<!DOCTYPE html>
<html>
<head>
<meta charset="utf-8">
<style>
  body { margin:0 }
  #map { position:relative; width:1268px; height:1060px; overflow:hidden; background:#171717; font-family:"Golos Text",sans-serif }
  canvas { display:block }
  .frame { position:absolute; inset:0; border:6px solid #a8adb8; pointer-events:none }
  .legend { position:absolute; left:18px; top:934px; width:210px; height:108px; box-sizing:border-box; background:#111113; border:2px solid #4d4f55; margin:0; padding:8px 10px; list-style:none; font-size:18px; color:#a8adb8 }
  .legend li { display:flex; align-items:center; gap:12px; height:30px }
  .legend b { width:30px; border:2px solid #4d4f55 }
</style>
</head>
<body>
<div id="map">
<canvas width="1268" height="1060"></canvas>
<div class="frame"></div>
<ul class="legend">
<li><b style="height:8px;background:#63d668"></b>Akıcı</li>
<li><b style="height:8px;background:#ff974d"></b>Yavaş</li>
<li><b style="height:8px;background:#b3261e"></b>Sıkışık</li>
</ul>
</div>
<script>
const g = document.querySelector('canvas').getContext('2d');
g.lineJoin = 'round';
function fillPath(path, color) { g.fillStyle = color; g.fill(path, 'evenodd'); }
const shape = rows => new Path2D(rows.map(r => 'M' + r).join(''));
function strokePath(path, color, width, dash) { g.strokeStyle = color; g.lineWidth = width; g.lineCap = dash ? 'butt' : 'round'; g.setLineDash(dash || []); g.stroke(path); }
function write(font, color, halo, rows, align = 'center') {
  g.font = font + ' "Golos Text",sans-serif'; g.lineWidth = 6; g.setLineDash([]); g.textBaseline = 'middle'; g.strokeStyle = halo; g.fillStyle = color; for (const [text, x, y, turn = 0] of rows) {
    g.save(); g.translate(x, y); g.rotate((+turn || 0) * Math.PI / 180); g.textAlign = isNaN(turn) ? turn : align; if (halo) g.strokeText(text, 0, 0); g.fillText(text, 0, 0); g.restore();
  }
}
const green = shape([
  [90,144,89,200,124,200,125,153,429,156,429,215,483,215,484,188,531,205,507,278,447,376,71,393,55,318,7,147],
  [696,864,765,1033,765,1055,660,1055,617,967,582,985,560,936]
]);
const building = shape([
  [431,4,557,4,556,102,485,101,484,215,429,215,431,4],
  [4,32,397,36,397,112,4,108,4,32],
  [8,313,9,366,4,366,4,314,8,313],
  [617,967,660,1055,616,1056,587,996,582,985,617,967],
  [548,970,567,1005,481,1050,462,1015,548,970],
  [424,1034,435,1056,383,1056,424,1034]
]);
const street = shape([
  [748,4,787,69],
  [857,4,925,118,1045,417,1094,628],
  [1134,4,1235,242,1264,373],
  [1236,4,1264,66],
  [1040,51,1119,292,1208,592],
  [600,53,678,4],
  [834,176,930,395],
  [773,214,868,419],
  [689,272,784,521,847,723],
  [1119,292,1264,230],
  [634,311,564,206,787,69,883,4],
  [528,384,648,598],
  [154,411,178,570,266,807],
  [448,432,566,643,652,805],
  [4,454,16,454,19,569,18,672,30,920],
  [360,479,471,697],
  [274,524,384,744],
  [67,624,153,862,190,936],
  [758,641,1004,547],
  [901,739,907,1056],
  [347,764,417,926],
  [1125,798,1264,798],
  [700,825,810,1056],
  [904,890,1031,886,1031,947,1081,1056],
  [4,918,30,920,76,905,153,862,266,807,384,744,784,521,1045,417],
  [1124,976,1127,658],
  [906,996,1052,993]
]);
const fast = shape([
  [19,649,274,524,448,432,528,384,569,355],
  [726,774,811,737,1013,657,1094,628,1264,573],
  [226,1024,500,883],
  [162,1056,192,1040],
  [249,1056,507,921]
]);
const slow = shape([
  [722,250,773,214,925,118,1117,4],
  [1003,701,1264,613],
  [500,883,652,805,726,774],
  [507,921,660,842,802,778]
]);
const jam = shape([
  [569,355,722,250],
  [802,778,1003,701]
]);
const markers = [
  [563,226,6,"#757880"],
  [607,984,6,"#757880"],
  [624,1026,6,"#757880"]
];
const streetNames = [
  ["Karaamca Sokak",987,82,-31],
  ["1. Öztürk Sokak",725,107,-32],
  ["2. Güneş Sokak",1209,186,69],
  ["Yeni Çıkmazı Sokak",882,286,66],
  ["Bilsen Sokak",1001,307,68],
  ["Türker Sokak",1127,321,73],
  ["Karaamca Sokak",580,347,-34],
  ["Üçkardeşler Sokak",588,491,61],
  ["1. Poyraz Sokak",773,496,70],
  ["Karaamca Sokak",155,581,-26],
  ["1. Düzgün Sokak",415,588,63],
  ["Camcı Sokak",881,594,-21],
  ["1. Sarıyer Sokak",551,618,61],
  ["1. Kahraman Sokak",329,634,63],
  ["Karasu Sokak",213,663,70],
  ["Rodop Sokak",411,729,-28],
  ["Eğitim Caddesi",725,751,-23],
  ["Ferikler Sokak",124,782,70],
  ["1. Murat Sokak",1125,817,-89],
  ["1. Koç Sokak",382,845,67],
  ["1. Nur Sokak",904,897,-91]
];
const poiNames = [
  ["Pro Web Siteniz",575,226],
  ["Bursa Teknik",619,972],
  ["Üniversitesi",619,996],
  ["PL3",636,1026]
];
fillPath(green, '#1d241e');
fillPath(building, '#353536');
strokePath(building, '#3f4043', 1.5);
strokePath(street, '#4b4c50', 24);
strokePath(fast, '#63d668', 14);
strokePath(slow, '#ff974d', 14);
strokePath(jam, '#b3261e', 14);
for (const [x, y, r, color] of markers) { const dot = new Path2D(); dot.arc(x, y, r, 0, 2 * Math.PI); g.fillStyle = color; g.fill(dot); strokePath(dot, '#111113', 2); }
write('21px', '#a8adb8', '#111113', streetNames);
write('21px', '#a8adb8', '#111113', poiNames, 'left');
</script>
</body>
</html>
--*--
*Task goal*.
Your response must be one number, namely how many lines of the data contain the string "turn".

*Solution to this exercise*.
2